MATERIAL SUPPLIED Block Start

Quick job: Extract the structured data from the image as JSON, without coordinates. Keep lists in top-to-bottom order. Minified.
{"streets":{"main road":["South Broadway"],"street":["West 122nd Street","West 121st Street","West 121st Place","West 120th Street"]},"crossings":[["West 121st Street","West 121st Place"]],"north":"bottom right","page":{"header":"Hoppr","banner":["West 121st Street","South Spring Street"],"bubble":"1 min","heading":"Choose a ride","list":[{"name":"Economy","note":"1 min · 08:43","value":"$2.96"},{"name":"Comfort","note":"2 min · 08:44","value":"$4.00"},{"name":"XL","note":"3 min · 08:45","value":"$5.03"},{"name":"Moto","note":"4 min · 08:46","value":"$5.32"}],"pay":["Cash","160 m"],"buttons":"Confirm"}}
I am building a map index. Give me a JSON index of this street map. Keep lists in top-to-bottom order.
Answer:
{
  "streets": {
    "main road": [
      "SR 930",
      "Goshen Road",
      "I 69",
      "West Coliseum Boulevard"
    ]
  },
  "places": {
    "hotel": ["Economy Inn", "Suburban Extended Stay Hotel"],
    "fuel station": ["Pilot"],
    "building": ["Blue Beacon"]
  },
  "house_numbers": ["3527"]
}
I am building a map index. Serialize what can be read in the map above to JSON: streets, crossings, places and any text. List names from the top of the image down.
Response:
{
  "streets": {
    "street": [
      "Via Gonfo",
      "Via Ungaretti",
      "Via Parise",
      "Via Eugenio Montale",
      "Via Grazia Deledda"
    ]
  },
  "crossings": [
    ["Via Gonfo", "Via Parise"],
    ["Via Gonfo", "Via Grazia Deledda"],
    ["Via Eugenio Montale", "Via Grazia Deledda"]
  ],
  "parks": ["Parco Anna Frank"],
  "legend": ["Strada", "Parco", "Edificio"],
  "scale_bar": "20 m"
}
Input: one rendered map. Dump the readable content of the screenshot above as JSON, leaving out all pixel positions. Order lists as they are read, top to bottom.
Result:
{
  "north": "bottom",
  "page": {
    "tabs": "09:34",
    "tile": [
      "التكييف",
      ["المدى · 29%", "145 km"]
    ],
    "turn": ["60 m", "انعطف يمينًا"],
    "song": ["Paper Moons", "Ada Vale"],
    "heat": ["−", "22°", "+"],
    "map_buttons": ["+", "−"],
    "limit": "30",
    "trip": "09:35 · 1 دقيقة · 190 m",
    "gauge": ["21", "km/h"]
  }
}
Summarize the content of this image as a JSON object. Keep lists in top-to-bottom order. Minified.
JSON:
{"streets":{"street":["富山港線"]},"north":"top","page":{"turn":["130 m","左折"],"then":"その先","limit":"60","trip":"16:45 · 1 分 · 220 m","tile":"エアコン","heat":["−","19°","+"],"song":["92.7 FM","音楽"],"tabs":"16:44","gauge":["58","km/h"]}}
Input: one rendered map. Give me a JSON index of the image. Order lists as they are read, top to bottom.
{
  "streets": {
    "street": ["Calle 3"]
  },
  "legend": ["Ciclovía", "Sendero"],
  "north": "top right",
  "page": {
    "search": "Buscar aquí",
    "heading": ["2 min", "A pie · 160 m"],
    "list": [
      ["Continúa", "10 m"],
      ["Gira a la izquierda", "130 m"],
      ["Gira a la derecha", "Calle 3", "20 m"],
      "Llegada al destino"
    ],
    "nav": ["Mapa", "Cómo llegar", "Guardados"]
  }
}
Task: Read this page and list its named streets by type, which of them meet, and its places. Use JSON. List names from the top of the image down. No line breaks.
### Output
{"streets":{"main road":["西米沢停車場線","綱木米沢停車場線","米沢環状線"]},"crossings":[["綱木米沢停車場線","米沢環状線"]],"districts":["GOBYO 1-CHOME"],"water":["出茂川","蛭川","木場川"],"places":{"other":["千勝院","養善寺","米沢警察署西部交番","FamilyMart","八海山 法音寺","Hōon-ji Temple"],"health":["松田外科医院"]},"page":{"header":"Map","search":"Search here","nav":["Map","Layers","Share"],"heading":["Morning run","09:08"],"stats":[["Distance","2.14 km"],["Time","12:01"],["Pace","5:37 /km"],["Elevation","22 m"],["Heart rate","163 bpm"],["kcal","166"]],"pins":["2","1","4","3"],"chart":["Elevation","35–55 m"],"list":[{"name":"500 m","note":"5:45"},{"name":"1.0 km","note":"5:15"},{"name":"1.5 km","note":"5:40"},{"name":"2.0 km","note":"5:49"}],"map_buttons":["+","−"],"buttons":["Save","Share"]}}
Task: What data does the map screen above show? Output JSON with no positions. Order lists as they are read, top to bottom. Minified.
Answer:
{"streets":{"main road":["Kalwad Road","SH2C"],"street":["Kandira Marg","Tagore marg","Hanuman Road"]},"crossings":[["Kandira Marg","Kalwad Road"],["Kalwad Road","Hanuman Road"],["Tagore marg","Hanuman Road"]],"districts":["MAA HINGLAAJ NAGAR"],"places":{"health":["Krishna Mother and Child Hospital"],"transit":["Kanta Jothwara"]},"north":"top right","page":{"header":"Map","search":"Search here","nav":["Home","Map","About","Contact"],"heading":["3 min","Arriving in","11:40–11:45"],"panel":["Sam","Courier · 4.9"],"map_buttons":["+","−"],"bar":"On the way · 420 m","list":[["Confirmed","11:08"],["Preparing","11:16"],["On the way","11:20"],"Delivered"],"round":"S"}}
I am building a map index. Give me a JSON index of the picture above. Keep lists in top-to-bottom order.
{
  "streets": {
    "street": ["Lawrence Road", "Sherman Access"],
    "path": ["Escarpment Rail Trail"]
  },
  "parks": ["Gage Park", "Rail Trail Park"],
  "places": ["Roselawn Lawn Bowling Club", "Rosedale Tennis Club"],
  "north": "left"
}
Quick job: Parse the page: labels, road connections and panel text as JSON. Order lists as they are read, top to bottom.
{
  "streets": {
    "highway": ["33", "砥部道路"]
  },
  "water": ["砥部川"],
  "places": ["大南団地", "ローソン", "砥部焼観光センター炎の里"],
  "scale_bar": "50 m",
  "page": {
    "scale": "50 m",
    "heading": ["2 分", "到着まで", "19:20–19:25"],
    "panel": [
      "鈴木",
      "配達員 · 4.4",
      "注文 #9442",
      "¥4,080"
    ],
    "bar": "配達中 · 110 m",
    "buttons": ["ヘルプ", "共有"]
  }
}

MATERIAL SUPPLIED Block End

▶ _AIM OF THE EXERCISE_:
Everything above must be retyped. Keep each record exactly the same.

▶ _RESULT_:
Quick job: Extract the structured data from the image as JSON, without coordinates. Keep lists in top-to-bottom order. Minified.
{"streets":{"main road":["South Broadway"],"street":["West 122nd Street","West 121st Street","West 121st Place","West 120th Street"]},"crossings":[["West 121st Street","West 121st Place"]],"north":"bottom right","page":{"header":"Hoppr","banner":["West 121st Street","South Spring Street"],"bubble":"1 min","heading":"Choose a ride","list":[{"name":"Economy","note":"1 min · 08:43","value":"$2.96"},{"name":"Comfort","note":"2 min · 08:44","value":"$4.00"},{"name":"XL","note":"3 min · 08:45","value":"$5.03"},{"name":"Moto","note":"4 min · 08:46","value":"$5.32"}],"pay":["Cash","160 m"],"buttons":"Confirm"}}
I am building a map index. Give me a JSON index of this street map. Keep lists in top-to-bottom order.
Answer:
{
  "streets": {
    "main road": [
      "SR 930",
      "Goshen Road",
      "I 69",
      "West Coliseum Boulevard"
    ]
  },
  "places": {
    "hotel": ["Economy Inn", "Suburban Extended Stay Hotel"],
    "fuel station": ["Pilot"],
    "building": ["Blue Beacon"]
  },
  "house_numbers": ["3527"]
}
I am building a map index. Serialize what can be read in the map above to JSON: streets, crossings, places and any text. List names from the top of the image down.
Response:
{
  "streets": {
    "street": [
      "Via Gonfo",
      "Via Ungaretti",
      "Via Parise",
      "Via Eugenio Montale",
      "Via Grazia Deledda"
    ]
  },
  "crossings": [
    ["Via Gonfo", "Via Parise"],
    ["Via Gonfo", "Via Grazia Deledda"],
    ["Via Eugenio Montale", "Via Grazia Deledda"]
  ],
  "parks": ["Parco Anna Frank"],
  "legend": ["Strada", "Parco", "Edificio"],
  "scale_bar": "20 m"
}
Input: one rendered map. Dump the readable content of the screenshot above as JSON, leaving out all pixel positions. Order lists as they are read, top to bottom.
Result:
{
  "north": "bottom",
  "page": {
    "tabs": "09:34",
    "tile": [
      "التكييف",
      ["المدى · 29%", "145 km"]
    ],
    "turn": ["60 m", "انعطف يمينًا"],
    "song": ["Paper Moons", "Ada Vale"],
    "heat": ["−", "22°", "+"],
    "map_buttons": ["+", "−"],
    "limit": "30",
    "trip": "09:35 · 1 دقيقة · 190 m",
    "gauge": ["21", "km/h"]
  }
}
Summarize the content of this image as a JSON object. Keep lists in top-to-bottom order. Minified.
JSON:
{"streets":{"street":["富山港線"]},"north":"top","page":{"turn":["130 m","左折"],"then":"その先","limit":"60","trip":"16:45 · 1 分 · 220 m","tile":"エアコン","heat":["−","19°","+"],"song":["92.7 FM","音楽"],"tabs":"16:44","gauge":["58","km/h"]}}
Input: one rendered map. Give me a JSON index of the image. Order lists as they are read, top to bottom.
{
  "streets": {
    "street": ["Calle 3"]
  },
  "legend": ["Ciclovía", "Sendero"],
  "north": "top right",
  "page": {
    "search": "Buscar aquí",
    "heading": ["2 min", "A pie · 160 m"],
    "list": [
      ["Continúa", "10 m"],
      ["Gira a la izquierda", "130 m"],
      ["Gira a la derecha", "Calle 3", "20 m"],
      "Llegada al destino"
    ],
    "nav": ["Mapa", "Cómo llegar", "Guardados"]
  }
}
Task: Read this page and list its named streets by type, which of them meet, and its places. Use JSON. List names from the top of the image down. No line breaks.
### Output
{"streets":{"main road":["西米沢停車場線","綱木米沢停車場線","米沢環状線"]},"crossings":[["綱木米沢停車場線","米沢環状線"]],"districts":["GOBYO 1-CHOME"],"water":["出茂川","蛭川","木場川"],"places":{"other":["千勝院","養善寺","米沢警察署西部交番","FamilyMart","八海山 法音寺","Hōon-ji Temple"],"health":["松田外科医院"]},"page":{"header":"Map","search":"Search here","nav":["Map","Layers","Share"],"heading":["Morning run","09:08"],"stats":[["Distance","2.14 km"],["Time","12:01"],["Pace","5:37 /km"],["Elevation","22 m"],["Heart rate","163 bpm"],["kcal","166"]],"pins":["2","1","4","3"],"chart":["Elevation","35–55 m"],"list":[{"name":"500 m","note":"5:45"},{"name":"1.0 km","note":"5:15"},{"name":"1.5 km","note":"5:40"},{"name":"2.0 km","note":"5:49"}],"map_buttons":["+","−"],"buttons":["Save","Share"]}}
Task: What data does the map screen above show? Output JSON with no positions. Order lists as they are read, top to bottom. Minified.
Answer:
{"streets":{"main road":["Kalwad Road","SH2C"],"street":["Kandira Marg","Tagore marg","Hanuman Road"]},"crossings":[["Kandira Marg","Kalwad Road"],["Kalwad Road","Hanuman Road"],["Tagore marg","Hanuman Road"]],"districts":["MAA HINGLAAJ NAGAR"],"places":{"health":["Krishna Mother and Child Hospital"],"transit":["Kanta Jothwara"]},"north":"top right","page":{"header":"Map","search":"Search here","nav":["Home","Map","About","Contact"],"heading":["3 min","Arriving in","11:40–11:45"],"panel":["Sam","Courier · 4.9"],"map_buttons":["+","−"],"bar":"On the way · 420 m","list":[["Confirmed","11:08"],["Preparing","11:16"],["On the way","11:20"],"Delivered"],"round":"S"}}
I am building a map index. Give me a JSON index of the picture above. Keep lists in top-to-bottom order.
{
  "streets": {
    "street": ["Lawrence Road", "Sherman Access"],
    "path": ["Escarpment Rail Trail"]
  },
  "parks": ["Gage Park", "Rail Trail Park"],
  "places": ["Roselawn Lawn Bowling Club", "Rosedale Tennis Club"],
  "north": "left"
}
Quick job: Parse the page: labels, road connections and panel text as JSON. Order lists as they are read, top to bottom.
{
  "streets": {
    "highway": ["33", "砥部道路"]
  },
  "water": ["砥部川"],
  "places": ["大南団地", "ローソン", "砥部焼観光センター炎の里"],
  "scale_bar": "50 m",
  "page": {
    "scale": "50 m",
    "heading": ["2 分", "到着まで", "19:20–19:25"],
    "panel": [
      "鈴木",
      "配達員 · 4.4",
      "注文 #9442",
      "¥4,080"
    ],
    "bar": "配達中 · 110 m",
    "buttons": ["ヘルプ", "共有"]
  }
}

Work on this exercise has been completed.